Activity » Give back exactly the lines from the start of the entries below to the line holding "flex:none; width:38px; height:38px;", that line included, and leave every picture out.

(Data excerpts Opens)

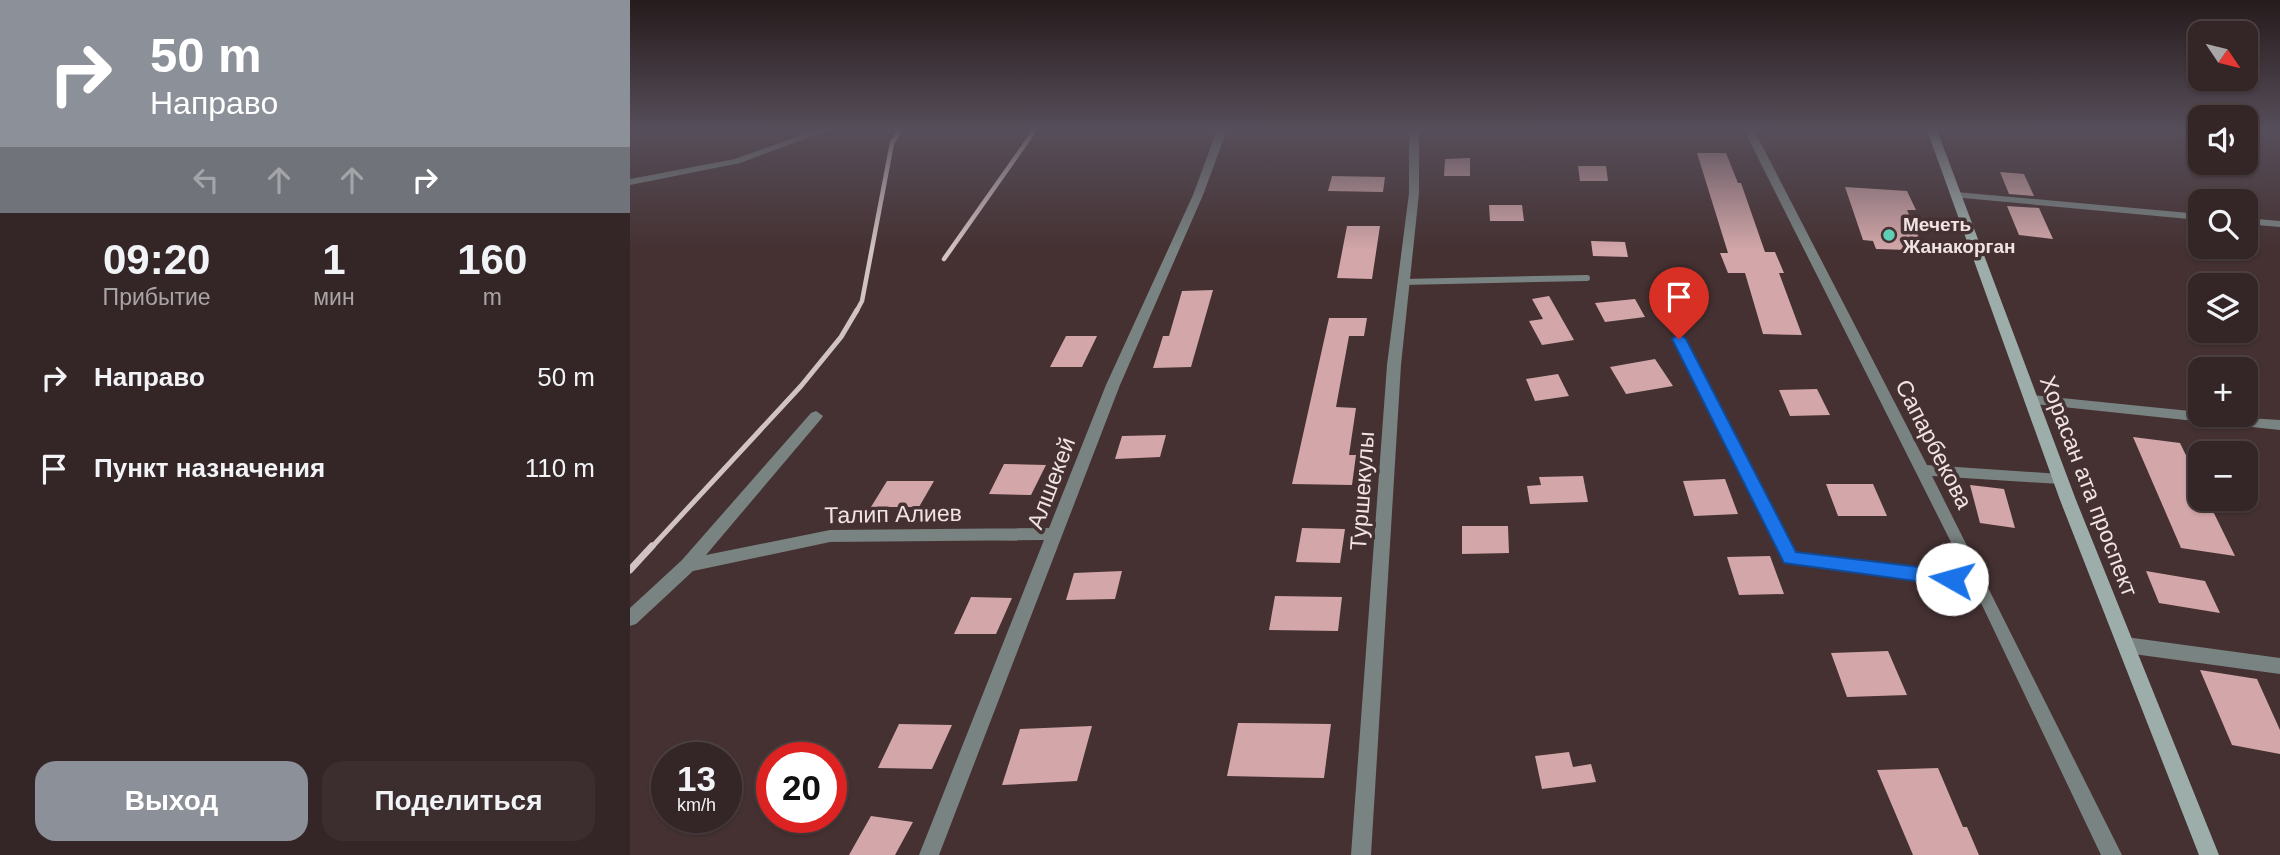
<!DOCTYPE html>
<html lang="ru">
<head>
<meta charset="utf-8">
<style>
	body { margin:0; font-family:Helvetica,sans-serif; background:#3c2d2e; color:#f1f3f6; height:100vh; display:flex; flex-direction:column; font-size:26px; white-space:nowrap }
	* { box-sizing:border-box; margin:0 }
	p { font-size:23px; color:#a9a5a7 }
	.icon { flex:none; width:38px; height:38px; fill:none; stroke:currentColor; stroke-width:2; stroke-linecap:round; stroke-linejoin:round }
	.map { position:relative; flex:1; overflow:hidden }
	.panel { display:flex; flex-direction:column; background:#342526; width:630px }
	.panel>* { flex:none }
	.top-card { background:#8c9099; color:#fff; overflow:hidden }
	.needle { width:46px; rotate:125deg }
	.fabs { position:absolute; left:1558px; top:21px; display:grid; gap:14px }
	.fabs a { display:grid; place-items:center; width:70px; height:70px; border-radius:14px; background:#342526; box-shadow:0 2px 5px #0004,0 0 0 2px #4e4243; font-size:35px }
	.speed { position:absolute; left:21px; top:742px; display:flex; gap:14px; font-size:35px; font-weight:700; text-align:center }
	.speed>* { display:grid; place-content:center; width:91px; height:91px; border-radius:50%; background:#342526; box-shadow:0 2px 5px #0004,0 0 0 2px #4e4243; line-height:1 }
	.speed small { font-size:18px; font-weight:400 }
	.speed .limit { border:10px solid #d22; background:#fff; color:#111 }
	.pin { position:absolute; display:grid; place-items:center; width:60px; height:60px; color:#fff; margin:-72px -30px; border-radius:50% 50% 50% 0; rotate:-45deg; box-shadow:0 0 7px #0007 }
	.pin .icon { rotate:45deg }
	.me { position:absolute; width:77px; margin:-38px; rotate:277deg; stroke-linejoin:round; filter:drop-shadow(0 0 5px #0008) }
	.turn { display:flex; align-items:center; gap:24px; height:147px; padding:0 35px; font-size:32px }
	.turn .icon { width:91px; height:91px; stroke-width:2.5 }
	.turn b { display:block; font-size:49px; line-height:60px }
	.lanes { display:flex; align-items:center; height:66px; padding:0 35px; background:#0003; justify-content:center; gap:35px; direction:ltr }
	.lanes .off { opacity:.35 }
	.eta { display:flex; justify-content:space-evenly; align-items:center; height:119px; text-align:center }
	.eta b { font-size:42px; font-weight:700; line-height:49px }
	.button { display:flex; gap:14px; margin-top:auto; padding:14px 35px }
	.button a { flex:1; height:80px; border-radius:21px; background:#8c9099; color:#fff; font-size:28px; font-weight:700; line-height:80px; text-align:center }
	.button a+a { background:#3c2d2e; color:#f1f3f6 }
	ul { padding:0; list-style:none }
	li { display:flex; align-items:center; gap:21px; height:91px; padding:0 35px }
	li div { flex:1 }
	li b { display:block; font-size:26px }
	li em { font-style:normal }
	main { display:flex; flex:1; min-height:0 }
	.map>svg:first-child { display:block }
</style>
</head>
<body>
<main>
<section class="panel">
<div class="top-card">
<div class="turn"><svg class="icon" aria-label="right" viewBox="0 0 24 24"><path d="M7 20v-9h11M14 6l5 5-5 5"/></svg><div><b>50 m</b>Направо</div></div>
<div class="lanes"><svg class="icon off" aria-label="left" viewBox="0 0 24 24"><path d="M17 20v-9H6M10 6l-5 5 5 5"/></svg><svg class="icon off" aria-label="ahead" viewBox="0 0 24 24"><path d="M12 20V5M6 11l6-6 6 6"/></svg><svg class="icon off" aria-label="ahead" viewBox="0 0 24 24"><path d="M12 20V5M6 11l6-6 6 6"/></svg><svg class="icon" aria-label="right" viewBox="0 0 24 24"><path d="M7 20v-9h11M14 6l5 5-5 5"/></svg></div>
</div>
<div class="eta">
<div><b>09:20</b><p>Прибытие</p></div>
<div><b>1</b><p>мин</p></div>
<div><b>160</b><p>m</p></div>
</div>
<ul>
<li><svg class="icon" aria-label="right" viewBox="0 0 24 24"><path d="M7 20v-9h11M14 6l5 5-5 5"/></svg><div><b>Направо</b></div><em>50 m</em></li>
<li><svg class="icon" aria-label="arrive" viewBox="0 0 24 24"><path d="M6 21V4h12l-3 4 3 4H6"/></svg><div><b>Пункт назначения</b></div><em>110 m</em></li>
</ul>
<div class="button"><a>Выход</a><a>Поделиться</a></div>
</section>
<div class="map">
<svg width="1650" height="855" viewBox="0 0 1650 855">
	<rect width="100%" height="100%" fill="#453132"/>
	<path fill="#d3a7a9" d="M1067,153H1096L1108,183H1111L1135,252H1145L1154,273H1149L1172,335L1133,334L1115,273H1098L1090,253H1098Z
		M840,158V176H814L815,159Z
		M948,166H976L978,181H950Z
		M1370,172L1394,174L1404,196L1379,194Z
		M702,176L755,177L753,192L698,191Z
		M1215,187L1277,191L1286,210H1277L1289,238L1284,237L1286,243L1277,242L1280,250L1246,249L1243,241L1233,240Z
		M859,205H892L894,221H860Z
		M1377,206L1409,208L1423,239L1389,235Z
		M717,226H750L742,279L707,278Z
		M961,241L995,242L998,257L963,256Z
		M583,290L561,367L523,368L533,336H539L552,291Z
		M919,296L944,340L912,345L899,321L913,319L902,299Z
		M1005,299L1015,317L975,322L965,303Z
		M699,318H737L734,336H719L706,407L726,408L719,455H726L722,485L662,484Z
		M436,336H467L452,367H420Z
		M1025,359L1043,386L996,394L980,367Z
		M928,374L939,396L905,401L896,379Z
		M1187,389L1200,415L1160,416L1149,390Z
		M536,435L530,457L485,459L492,436Z
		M1503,437L1550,443L1570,484V499H1577L1605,556L1551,548Z
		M374,464L416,465L401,495L359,494Z
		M953,476L958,502L900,504L897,486L911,485L909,477Z
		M1095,479L1108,514L1064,516L1053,481Z
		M257,481H304L289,507H241Z
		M1196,484H1243L1257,516H1208Z
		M1340,485L1374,489L1385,528L1350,523Z
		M832,526H878L879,553L832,554Z
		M672,528L715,529L710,563L666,562Z
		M1140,556L1154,594L1109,595L1097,557Z
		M492,571L485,599L436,600L444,573Z
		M1516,571L1575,581L1590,613L1529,603Z
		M645,596L712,597L708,631L639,630Z
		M341,597L382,598L366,634H324Z
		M1258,651L1277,695L1217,697L1201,653Z
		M1570,670L1627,679L1650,730V754L1602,745Z
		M608,723L701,724L694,778L597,776Z
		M269,724L322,725L302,769L248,768Z
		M462,726L447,781L372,785L390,729Z
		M939,752L943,767L961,764L966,782L912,789L905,756Z
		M1308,768L1333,827H1337L1349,855H1283L1247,770Z
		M241,816L283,822L265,855H219Z"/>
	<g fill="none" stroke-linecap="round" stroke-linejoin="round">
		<path stroke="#798381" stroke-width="6" d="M773,282L957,278"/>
		<path stroke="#798381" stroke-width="8" d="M1049,339L1156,548"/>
		<path stroke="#798381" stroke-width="10" d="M1155,546L1161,558L1349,582"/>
		<path fill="#798381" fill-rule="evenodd" d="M185,130H199L110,163L0,185V179L105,159Z
			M587,130H597L573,195L490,385L309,855H289L414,540L200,542L63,571L6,624L0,626V608L52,560L181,413L186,411L193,416L191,419L76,555L200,530L419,528L476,385L563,195Z
			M779,130H789V193L771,365L741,855H721L757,365L779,193Z
			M1114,130H1124L1297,465L1430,474L1435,475L1437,479L1435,483L1430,484L1302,476L1492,855H1471L1341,582Z
			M1326,192L1570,214V220L1322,197L1321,195Z
			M1615,218L1650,221V227L1615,224Z
			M1401,395L1570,412V415L1650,420V430L1396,403L1394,400Z
			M1496,637L1650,658V674L1496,653L1490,650L1487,645L1490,640Z"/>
		<path fill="#9daeaa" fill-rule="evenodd" d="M1297,130H1307L1446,500L1589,855H1569L1430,500Z"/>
		<path stroke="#d1c2c3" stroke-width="4.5" d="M314,259L405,130
			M226,312L232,301L262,143L270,130"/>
		<path stroke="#d1c2c3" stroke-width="5" d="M21,548L171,386L211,337L227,310"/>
		<path stroke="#d1c2c3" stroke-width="7" d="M0,570L22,546"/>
	</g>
	<linearGradient id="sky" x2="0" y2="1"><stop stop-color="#261b1c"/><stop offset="0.52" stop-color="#564e5a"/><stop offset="1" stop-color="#564e5a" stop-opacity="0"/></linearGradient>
	<rect width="1650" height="250" fill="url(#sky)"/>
	<path fill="#1a73e8" stroke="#114b97" stroke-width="2" d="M1049,334L1056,339L1166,552L1322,571L1329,573L1331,579L1329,584L1322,586L1154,563L1042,339Z"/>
	<circle fill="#5eceb7" stroke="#453132" stroke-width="2.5" cx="1259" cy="235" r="7"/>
	<g text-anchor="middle" stroke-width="7" stroke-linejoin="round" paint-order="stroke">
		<g font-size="19" font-weight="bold" fill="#f1e3e4" stroke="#453132" text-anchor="start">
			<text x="1273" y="231">Мечеть<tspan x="1273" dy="22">Жанакорган</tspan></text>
		</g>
		<g font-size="23" fill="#f1e3e4" stroke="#453132">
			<text transform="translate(1304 444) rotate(63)" y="8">Сапарбекова</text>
			<text transform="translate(421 483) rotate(-69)" y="8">Алшекей</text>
			<text transform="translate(1459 486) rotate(69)" y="8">Хорасан ата проспект</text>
			<text transform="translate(732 491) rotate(-86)" y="8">Туршекулы</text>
			<text transform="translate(263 514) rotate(-1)" y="8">Талип Алиев</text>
		</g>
	</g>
</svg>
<div class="fabs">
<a><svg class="needle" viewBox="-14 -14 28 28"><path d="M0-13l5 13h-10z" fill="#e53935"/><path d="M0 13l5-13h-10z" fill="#a9a5a7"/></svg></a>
<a><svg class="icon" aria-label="sound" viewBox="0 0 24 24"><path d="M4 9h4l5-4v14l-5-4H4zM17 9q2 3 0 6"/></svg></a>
<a><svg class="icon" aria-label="search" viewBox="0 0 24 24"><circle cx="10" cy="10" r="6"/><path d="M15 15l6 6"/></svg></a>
<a><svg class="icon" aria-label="layers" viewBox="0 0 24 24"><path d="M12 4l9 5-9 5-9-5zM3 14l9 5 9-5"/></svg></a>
<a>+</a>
<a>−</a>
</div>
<div class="speed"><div>13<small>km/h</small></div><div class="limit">20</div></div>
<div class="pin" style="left:1049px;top:339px;background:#d93025"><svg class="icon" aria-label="arrive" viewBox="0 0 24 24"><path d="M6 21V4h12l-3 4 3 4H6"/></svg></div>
<svg class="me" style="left:1322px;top:579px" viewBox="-20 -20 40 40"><circle r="19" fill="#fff"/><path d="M0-13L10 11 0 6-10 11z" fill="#1a73e8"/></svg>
</div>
</main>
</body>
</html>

(Data excerpts Closes)

Answer box »
<!DOCTYPE html>
<html lang="ru">
<head>
<meta charset="utf-8">
<style>
	body { margin:0; font-family:Helvetica,sans-serif; background:#3c2d2e; color:#f1f3f6; height:100vh; display:flex; flex-direction:column; font-size:26px; white-space:nowrap }
	* { box-sizing:border-box; margin:0 }
	p { font-size:23px; color:#a9a5a7 }
	.icon { flex:none; width:38px; height:38px; fill:none; stroke:currentColor; stroke-width:2; stroke-linecap:round; stroke-linejoin:round }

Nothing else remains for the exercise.